EXERCISE MATERIALS START

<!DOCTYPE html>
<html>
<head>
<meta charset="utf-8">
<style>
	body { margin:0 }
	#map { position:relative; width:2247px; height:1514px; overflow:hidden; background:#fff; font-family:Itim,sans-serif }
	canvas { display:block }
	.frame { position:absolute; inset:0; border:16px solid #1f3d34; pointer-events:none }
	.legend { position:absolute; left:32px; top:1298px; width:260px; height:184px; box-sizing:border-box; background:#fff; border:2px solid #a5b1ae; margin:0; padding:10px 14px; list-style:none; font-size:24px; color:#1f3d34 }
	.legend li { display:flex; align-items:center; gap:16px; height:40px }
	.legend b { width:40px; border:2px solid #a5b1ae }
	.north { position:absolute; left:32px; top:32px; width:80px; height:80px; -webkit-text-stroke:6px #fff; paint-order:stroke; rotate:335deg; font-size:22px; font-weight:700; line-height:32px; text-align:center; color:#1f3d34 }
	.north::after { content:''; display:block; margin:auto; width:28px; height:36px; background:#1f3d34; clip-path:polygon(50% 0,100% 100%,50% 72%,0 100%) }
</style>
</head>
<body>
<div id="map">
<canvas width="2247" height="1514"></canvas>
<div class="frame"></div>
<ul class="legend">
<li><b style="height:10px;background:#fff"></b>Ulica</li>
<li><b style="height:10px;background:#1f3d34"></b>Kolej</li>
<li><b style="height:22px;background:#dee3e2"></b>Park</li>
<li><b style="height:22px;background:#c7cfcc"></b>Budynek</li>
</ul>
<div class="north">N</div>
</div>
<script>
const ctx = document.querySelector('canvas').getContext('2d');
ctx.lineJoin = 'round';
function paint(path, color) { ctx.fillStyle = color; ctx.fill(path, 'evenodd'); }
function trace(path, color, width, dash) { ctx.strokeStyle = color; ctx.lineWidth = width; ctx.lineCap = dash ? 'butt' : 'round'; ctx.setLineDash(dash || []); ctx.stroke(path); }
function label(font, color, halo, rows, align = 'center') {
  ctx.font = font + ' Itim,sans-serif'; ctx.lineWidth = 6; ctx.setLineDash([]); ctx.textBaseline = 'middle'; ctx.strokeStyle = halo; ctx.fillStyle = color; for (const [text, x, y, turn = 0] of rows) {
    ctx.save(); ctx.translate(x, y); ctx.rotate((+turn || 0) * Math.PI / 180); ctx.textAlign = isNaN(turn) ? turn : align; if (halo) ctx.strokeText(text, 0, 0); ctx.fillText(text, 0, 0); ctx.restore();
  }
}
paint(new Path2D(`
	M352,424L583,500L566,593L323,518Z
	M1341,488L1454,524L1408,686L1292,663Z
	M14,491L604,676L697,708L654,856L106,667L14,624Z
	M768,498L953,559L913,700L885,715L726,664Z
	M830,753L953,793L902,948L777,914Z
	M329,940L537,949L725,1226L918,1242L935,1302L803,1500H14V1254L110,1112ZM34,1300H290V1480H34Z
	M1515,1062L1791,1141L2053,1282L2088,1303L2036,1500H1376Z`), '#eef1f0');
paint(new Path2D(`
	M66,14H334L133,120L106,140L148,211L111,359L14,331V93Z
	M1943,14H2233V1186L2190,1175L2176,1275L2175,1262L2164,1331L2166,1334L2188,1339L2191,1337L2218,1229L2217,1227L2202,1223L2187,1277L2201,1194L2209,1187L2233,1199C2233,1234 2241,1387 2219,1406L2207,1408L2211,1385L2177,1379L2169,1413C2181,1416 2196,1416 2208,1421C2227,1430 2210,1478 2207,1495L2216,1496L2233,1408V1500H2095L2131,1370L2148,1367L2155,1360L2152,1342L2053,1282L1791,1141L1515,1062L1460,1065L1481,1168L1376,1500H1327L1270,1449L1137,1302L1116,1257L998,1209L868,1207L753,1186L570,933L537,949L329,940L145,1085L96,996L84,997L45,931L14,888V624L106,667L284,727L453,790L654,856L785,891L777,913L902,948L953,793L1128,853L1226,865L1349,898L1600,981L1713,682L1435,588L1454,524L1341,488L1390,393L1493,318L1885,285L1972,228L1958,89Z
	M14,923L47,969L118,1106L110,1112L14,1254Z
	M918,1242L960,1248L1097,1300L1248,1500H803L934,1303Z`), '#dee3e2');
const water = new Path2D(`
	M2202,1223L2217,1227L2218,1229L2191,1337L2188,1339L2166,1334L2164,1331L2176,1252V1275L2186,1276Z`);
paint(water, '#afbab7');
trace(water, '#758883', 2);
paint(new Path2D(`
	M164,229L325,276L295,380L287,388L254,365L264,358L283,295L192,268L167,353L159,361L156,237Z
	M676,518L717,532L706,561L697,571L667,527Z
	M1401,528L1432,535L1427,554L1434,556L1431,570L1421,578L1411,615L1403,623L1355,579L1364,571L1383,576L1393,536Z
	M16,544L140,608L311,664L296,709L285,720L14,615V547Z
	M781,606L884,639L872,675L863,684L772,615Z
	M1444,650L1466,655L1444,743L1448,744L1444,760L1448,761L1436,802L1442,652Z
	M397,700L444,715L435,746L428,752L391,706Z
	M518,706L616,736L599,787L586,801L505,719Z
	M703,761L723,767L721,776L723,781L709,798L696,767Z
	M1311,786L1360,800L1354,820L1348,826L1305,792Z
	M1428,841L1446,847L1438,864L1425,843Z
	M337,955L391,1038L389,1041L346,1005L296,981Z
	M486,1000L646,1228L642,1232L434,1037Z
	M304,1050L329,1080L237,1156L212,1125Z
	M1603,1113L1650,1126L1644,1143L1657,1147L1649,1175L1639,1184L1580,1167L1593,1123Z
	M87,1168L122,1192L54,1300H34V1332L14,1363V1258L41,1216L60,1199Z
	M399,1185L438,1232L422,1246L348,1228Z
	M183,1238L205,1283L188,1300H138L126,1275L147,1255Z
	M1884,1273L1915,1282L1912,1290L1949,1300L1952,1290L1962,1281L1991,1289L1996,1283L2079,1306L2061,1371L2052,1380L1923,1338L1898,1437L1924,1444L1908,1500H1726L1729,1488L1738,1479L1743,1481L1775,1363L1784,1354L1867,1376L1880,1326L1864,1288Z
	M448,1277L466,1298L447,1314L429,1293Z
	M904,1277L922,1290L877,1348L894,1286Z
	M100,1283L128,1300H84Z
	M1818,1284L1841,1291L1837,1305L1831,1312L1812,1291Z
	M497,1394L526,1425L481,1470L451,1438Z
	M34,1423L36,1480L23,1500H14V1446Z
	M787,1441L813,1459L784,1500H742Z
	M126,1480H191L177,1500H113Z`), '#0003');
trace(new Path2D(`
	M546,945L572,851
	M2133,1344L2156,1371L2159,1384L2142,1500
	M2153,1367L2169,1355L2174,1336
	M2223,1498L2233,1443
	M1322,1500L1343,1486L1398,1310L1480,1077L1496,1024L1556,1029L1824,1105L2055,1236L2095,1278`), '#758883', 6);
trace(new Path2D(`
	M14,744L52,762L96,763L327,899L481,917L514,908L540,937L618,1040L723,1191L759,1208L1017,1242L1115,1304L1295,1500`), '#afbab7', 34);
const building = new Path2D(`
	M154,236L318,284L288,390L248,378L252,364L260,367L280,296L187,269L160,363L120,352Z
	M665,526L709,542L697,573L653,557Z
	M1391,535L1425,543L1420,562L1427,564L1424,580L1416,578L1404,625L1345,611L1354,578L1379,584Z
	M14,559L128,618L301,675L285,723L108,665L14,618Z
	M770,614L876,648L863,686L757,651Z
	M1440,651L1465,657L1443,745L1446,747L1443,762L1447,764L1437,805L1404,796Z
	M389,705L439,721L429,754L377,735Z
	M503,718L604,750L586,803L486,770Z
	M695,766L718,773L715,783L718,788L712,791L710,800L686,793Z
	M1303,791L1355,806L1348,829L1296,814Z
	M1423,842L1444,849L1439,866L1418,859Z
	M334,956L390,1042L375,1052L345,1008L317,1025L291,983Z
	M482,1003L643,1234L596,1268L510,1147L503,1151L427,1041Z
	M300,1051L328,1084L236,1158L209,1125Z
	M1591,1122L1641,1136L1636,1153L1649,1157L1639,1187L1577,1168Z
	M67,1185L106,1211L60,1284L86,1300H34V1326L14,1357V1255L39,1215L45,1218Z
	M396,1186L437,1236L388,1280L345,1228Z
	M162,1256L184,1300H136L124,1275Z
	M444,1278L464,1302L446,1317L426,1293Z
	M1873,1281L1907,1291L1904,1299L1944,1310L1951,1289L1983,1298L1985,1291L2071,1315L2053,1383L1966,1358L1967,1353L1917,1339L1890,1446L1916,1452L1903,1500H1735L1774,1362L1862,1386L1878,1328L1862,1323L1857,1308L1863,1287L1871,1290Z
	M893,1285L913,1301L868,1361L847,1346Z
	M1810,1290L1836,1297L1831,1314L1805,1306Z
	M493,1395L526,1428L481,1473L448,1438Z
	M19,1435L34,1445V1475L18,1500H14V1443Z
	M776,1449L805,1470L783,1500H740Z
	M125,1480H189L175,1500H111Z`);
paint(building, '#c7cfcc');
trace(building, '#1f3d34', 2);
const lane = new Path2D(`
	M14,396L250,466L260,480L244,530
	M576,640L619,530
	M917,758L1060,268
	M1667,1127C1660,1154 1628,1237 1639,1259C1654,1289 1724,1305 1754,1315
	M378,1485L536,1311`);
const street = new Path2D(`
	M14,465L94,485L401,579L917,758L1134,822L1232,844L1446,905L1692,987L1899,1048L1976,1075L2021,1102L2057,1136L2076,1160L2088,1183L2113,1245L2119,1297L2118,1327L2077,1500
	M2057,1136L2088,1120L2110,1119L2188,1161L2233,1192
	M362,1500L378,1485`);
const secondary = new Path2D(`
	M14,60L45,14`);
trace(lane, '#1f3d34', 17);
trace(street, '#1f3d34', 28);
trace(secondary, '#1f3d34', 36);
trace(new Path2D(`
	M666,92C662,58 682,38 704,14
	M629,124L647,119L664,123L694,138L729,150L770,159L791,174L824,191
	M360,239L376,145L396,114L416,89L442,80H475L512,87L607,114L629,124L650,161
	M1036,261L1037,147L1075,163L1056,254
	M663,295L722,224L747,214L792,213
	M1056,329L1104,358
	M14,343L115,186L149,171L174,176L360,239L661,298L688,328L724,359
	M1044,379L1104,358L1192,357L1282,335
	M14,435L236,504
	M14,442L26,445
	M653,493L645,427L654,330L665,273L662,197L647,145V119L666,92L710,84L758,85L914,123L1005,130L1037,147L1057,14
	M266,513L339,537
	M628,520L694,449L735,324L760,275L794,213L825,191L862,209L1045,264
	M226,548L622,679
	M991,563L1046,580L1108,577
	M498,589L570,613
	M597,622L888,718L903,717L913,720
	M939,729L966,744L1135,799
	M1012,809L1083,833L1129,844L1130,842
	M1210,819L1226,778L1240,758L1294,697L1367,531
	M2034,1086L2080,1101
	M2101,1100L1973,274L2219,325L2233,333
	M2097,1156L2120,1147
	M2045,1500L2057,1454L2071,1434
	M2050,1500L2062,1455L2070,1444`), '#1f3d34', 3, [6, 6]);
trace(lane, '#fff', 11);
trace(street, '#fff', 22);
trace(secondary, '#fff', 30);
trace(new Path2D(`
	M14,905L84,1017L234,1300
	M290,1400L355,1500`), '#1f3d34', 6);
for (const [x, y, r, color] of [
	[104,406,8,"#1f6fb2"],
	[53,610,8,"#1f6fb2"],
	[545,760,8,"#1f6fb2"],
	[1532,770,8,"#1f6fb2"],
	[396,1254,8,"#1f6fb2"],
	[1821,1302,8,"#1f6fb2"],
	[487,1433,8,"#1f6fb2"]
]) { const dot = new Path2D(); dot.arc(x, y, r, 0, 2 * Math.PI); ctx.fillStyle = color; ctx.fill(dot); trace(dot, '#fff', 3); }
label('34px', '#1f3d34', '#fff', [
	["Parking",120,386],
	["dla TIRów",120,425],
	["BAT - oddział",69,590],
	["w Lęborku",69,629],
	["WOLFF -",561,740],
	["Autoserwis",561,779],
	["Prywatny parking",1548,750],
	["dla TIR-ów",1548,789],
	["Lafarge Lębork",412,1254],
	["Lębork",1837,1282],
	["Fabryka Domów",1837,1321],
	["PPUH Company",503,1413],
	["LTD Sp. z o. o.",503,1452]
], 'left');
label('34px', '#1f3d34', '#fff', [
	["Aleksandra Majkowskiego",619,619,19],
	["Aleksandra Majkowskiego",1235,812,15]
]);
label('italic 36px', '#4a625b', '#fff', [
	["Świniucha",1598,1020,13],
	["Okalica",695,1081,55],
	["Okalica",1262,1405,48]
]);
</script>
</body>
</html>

EXERCISE MATERIALS END

Could you give the number of lines in the entries that contain the string "setLineDash"? Only the number, please.

2